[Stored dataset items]
--- START ---

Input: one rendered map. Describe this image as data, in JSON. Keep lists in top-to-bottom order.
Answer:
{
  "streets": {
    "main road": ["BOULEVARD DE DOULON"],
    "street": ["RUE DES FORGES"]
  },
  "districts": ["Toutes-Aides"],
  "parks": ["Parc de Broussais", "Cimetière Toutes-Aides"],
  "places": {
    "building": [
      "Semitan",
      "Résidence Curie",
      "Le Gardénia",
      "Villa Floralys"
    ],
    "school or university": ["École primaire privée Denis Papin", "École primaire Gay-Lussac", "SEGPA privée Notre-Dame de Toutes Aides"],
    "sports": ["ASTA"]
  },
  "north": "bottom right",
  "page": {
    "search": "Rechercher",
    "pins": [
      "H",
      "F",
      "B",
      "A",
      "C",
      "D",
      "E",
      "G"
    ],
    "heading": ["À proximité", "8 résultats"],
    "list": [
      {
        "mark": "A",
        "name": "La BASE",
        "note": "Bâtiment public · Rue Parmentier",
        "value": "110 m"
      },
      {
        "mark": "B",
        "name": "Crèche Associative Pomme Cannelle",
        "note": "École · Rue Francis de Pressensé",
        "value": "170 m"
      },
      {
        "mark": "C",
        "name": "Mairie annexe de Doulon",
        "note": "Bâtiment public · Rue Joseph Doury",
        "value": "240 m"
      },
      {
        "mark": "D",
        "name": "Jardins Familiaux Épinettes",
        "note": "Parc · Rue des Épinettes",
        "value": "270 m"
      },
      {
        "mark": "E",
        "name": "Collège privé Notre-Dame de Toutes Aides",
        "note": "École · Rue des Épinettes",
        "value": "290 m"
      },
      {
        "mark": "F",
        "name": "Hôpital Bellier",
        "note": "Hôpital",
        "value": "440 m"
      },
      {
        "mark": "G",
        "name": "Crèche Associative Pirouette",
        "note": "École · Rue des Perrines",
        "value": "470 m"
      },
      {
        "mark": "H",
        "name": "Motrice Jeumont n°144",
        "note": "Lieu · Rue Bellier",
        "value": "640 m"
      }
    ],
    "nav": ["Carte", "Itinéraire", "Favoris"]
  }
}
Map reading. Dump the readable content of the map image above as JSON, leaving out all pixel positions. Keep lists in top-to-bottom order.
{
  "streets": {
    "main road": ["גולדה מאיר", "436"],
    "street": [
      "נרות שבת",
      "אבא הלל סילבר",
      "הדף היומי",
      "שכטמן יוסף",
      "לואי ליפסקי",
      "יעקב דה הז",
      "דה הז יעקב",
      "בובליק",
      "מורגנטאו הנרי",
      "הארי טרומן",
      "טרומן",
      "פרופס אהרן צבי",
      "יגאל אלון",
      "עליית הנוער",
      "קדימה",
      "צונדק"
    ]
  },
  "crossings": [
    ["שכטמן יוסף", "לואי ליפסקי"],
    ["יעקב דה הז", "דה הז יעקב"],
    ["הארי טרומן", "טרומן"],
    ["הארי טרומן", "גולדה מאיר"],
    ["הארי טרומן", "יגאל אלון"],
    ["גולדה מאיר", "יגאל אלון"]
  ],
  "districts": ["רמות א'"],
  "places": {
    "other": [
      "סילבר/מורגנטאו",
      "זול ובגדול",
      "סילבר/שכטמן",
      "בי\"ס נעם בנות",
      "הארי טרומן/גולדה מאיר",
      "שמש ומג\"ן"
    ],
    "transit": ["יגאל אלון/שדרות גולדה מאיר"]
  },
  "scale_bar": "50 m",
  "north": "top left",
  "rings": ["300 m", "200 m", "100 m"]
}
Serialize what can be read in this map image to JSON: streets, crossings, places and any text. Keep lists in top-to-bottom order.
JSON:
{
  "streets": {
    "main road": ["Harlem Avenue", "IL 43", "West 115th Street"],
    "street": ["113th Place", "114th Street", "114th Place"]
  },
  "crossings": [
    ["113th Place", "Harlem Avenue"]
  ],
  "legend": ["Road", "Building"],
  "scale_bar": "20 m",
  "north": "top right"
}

--- END ---

(What is required):
Send back the complete set of entries, exactly as shown above.

(Finished exercise):
Input: one rendered map. Describe this image as data, in JSON. Keep lists in top-to-bottom order.
Answer:
{
  "streets": {
    "main road": ["BOULEVARD DE DOULON"],
    "street": ["RUE DES FORGES"]
  },
  "districts": ["Toutes-Aides"],
  "parks": ["Parc de Broussais", "Cimetière Toutes-Aides"],
  "places": {
    "building": [
      "Semitan",
      "Résidence Curie",
      "Le Gardénia",
      "Villa Floralys"
    ],
    "school or university": ["École primaire privée Denis Papin", "École primaire Gay-Lussac", "SEGPA privée Notre-Dame de Toutes Aides"],
    "sports": ["ASTA"]
  },
  "north": "bottom right",
  "page": {
    "search": "Rechercher",
    "pins": [
      "H",
      "F",
      "B",
      "A",
      "C",
      "D",
      "E",
      "G"
    ],
    "heading": ["À proximité", "8 résultats"],
    "list": [
      {
        "mark": "A",
        "name": "La BASE",
        "note": "Bâtiment public · Rue Parmentier",
        "value": "110 m"
      },
      {
        "mark": "B",
        "name": "Crèche Associative Pomme Cannelle",
        "note": "École · Rue Francis de Pressensé",
        "value": "170 m"
      },
      {
        "mark": "C",
        "name": "Mairie annexe de Doulon",
        "note": "Bâtiment public · Rue Joseph Doury",
        "value": "240 m"
      },
      {
        "mark": "D",
        "name": "Jardins Familiaux Épinettes",
        "note": "Parc · Rue des Épinettes",
        "value": "270 m"
      },
      {
        "mark": "E",
        "name": "Collège privé Notre-Dame de Toutes Aides",
        "note": "École · Rue des Épinettes",
        "value": "290 m"
      },
      {
        "mark": "F",
        "name": "Hôpital Bellier",
        "note": "Hôpital",
        "value": "440 m"
      },
      {
        "mark": "G",
        "name": "Crèche Associative Pirouette",
        "note": "École · Rue des Perrines",
        "value": "470 m"
      },
      {
        "mark": "H",
        "name": "Motrice Jeumont n°144",
        "note": "Lieu · Rue Bellier",
        "value": "640 m"
      }
    ],
    "nav": ["Carte", "Itinéraire", "Favoris"]
  }
}
Map reading. Dump the readable content of the map image above as JSON, leaving out all pixel positions. Keep lists in top-to-bottom order.
{
  "streets": {
    "main road": ["גולדה מאיר", "436"],
    "street": [
      "נרות שבת",
      "אבא הלל סילבר",
      "הדף היומי",
      "שכטמן יוסף",
      "לואי ליפסקי",
      "יעקב דה הז",
      "דה הז יעקב",
      "בובליק",
      "מורגנטאו הנרי",
      "הארי טרומן",
      "טרומן",
      "פרופס אהרן צבי",
      "יגאל אלון",
      "עליית הנוער",
      "קדימה",
      "צונדק"
    ]
  },
  "crossings": [
    ["שכטמן יוסף", "לואי ליפסקי"],
    ["יעקב דה הז", "דה הז יעקב"],
    ["הארי טרומן", "טרומן"],
    ["הארי טרומן", "גולדה מאיר"],
    ["הארי טרומן", "יגאל אלון"],
    ["גולדה מאיר", "יגאל אלון"]
  ],
  "districts": ["רמות א'"],
  "places": {
    "other": [
      "סילבר/מורגנטאו",
      "זול ובגדול",
      "סילבר/שכטמן",
      "בי\"ס נעם בנות",
      "הארי טרומן/גולדה מאיר",
      "שמש ומג\"ן"
    ],
    "transit": ["יגאל אלון/שדרות גולדה מאיר"]
  },
  "scale_bar": "50 m",
  "north": "top left",
  "rings": ["300 m", "200 m", "100 m"]
}
Serialize what can be read in this map image to JSON: streets, crossings, places and any text. Keep lists in top-to-bottom order.
JSON:
{
  "streets": {
    "main road": ["Harlem Avenue", "IL 43", "West 115th Street"],
    "street": ["113th Place", "114th Street", "114th Place"]
  },
  "crossings": [
    ["113th Place", "Harlem Avenue"]
  ],
  "legend": ["Road", "Building"],
  "scale_bar": "20 m",
  "north": "top right"
}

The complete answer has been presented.